Alright, enough fun and games. Back to “The Shack”…dun dun dun.

Lost treasures

This seems to be the theme of the week: recovering lost treasures. Lori returned “Eat Pray Love” to me, and even though it wasn’t truly lost, I had completely forgotten I had lent it out, completely forgotten that it is one of those books where the words become gems in your mouth. She had a few pages marked, pages that had moved her in some way, so I naturally flipped open to them. It seems an intimate thing, reading pages that really meant something to someone else, a glimpse into the soul almost. What I found was a particular page that I particularly remember from when I read the book myself. Here’s the best part:

“I couldn’t care less about evidence and proof and assurances. I just want God. I want God inside of me. I want God to play in my bloodstream the way sunlight amuses itself on water.”
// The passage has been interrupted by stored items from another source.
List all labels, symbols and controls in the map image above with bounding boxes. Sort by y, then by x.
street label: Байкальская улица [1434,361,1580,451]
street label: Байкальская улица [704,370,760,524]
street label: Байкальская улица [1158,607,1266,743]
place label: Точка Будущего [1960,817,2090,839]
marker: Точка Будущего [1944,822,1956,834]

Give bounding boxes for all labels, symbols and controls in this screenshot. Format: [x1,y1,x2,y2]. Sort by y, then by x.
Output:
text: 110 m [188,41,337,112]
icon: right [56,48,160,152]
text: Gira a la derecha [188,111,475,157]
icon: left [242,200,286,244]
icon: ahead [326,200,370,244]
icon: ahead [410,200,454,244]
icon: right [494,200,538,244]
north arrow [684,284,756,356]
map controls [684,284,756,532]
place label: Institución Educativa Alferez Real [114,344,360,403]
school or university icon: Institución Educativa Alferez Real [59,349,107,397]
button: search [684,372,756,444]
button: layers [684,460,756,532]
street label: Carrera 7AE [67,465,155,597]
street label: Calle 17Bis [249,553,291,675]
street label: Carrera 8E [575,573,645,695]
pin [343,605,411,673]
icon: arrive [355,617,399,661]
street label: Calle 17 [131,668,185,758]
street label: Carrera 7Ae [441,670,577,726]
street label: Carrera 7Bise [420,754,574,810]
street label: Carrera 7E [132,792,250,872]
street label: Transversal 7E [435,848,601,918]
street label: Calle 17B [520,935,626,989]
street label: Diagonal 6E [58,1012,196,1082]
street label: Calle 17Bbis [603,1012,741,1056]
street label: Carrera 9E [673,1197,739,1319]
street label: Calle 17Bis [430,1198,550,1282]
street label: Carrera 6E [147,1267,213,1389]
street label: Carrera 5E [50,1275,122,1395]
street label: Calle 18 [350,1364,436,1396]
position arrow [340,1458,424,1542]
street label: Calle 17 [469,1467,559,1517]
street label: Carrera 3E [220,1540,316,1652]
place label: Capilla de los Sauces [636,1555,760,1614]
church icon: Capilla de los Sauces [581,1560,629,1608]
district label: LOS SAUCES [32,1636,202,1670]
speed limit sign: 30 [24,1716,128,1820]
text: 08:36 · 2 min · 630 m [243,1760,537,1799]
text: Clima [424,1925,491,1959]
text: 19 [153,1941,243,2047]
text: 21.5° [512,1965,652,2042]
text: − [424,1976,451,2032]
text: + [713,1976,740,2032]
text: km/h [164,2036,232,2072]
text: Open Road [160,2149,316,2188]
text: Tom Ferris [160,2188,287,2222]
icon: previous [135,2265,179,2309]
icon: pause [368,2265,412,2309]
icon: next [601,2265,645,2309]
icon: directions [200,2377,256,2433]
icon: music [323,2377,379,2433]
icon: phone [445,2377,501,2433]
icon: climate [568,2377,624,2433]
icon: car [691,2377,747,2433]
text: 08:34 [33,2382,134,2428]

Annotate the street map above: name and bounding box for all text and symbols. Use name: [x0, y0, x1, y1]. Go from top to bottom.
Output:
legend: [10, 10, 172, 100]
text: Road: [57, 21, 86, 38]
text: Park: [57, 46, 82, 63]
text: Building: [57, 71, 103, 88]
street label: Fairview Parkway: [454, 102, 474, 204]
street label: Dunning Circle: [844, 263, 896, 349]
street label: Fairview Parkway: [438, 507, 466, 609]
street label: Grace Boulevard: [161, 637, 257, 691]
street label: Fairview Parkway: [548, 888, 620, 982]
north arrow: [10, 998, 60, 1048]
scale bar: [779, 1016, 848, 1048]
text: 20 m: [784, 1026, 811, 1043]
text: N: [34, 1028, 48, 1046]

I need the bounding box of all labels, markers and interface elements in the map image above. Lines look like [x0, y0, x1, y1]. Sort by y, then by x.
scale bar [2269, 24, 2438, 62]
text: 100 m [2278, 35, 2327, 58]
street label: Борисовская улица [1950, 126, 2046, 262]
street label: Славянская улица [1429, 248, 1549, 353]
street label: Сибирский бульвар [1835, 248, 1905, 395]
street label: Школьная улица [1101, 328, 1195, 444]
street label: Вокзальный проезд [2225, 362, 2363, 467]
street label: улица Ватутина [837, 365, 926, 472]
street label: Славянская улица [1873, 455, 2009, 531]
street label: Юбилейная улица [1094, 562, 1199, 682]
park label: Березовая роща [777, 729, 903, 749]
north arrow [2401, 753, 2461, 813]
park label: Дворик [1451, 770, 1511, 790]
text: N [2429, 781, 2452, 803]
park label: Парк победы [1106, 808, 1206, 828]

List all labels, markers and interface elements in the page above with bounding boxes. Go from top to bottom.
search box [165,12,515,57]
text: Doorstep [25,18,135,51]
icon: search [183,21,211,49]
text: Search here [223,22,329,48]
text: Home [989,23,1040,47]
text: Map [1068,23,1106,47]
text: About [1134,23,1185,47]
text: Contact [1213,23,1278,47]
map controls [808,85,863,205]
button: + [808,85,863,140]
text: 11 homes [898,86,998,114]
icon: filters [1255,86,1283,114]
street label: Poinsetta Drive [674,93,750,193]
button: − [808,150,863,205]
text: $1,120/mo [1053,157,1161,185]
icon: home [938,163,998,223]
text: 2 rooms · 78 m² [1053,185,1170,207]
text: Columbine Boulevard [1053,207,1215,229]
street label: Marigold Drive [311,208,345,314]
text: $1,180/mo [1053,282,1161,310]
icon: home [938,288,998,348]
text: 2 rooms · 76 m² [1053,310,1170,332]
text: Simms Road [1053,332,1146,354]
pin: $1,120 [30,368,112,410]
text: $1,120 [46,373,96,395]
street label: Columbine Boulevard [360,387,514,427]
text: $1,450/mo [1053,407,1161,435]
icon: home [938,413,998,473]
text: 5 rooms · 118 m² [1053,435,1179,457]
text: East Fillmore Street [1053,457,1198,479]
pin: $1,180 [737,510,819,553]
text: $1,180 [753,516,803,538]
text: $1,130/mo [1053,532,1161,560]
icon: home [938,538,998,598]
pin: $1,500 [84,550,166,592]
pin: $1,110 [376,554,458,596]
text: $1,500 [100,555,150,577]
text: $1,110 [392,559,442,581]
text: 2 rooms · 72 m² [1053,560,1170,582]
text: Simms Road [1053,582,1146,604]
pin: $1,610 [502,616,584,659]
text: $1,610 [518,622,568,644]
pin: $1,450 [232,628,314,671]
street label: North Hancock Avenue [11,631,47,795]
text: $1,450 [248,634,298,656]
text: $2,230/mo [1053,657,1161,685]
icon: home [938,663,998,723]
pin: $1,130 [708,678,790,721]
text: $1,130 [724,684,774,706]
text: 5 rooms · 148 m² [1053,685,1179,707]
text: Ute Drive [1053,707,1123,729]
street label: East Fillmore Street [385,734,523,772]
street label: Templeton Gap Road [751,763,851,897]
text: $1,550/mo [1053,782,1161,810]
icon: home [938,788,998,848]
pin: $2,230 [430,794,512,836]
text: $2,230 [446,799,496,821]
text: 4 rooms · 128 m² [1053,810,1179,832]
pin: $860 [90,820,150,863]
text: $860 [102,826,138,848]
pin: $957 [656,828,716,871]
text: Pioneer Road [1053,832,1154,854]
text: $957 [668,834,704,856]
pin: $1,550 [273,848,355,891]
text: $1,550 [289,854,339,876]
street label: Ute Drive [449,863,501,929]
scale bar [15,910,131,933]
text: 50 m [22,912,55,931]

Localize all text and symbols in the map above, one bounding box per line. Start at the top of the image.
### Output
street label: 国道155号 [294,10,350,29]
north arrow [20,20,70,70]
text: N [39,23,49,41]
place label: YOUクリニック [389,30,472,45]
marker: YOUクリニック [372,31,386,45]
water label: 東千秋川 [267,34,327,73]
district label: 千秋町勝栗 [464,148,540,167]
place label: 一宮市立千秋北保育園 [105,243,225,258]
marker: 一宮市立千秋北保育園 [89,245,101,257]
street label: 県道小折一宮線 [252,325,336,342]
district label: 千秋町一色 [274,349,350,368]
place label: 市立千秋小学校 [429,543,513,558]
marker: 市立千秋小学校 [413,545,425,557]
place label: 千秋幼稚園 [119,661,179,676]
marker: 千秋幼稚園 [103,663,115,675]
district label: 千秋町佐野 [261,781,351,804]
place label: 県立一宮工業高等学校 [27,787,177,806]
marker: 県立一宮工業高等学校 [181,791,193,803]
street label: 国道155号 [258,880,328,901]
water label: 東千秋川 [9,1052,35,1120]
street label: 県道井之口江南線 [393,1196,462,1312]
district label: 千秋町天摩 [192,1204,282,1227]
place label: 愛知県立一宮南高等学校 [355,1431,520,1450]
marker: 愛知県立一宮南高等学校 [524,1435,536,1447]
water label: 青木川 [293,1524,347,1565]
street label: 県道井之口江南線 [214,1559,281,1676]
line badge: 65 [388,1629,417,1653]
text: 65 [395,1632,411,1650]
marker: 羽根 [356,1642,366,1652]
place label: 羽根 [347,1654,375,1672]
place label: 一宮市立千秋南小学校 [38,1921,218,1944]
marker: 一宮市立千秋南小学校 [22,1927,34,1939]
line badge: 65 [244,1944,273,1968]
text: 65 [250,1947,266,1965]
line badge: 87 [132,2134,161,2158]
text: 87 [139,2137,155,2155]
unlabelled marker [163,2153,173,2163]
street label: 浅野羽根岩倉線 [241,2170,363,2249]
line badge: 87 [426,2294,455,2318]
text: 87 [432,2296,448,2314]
Without really realizing it, these words are my internal mantra while I’m outside. I think I just had this revelation when I rediscovered this passage. When I’m running or walking alone, out in the beautiful woods, seeing the sparkling water, feeling the wind, that’s what I’m saying to myself. I just want God. God be with me. Let’s just be together, absorbing each other, whispering to each other. Let’s just be quiet together, communicate through the wind and the water and the trees. See how the branches sway? That’s God waving hello. Hear the birds singing? That’s God’s good morning song to me. God, let’s just take this walk together; run with me…

Easter and such

You can always tell when I’ve been thinking about the same thing constantly by how spaced out my blog updates are. Seeing how my last one was on the 15th, I feel like my blog is just due for an update but in reality not much has changed. Kevin and I are still in limbo, trying to decide if/where we would like to move to, still weighing the pros and cons of trading close proximity to our families with a warmer climate. I don’t know, for me, moving would be a wonderful new start. Not that my life here is bad, but I’ve just grown so weary of the same cycle of seasons, the same bitter winters. I hate that wind that makes you just want to go into the bathtub in mid-November and not emerge until May. Yes, it’s that bad. I love hot weather, the hotter the better. But all this is old news, all the same points, nothing has changed. Really the only news to be reported on this front is that Kevin has an interview on Friday for a company in Grass Lake. He’s not even sure if he wants it, but figures it doesn’t hurt to try. And it doesn’t, really. Our most recent bookmarked pages in the atlas: Portland, OR; Chesapeake, VA, Wilmington, NC; San Francisco, CA.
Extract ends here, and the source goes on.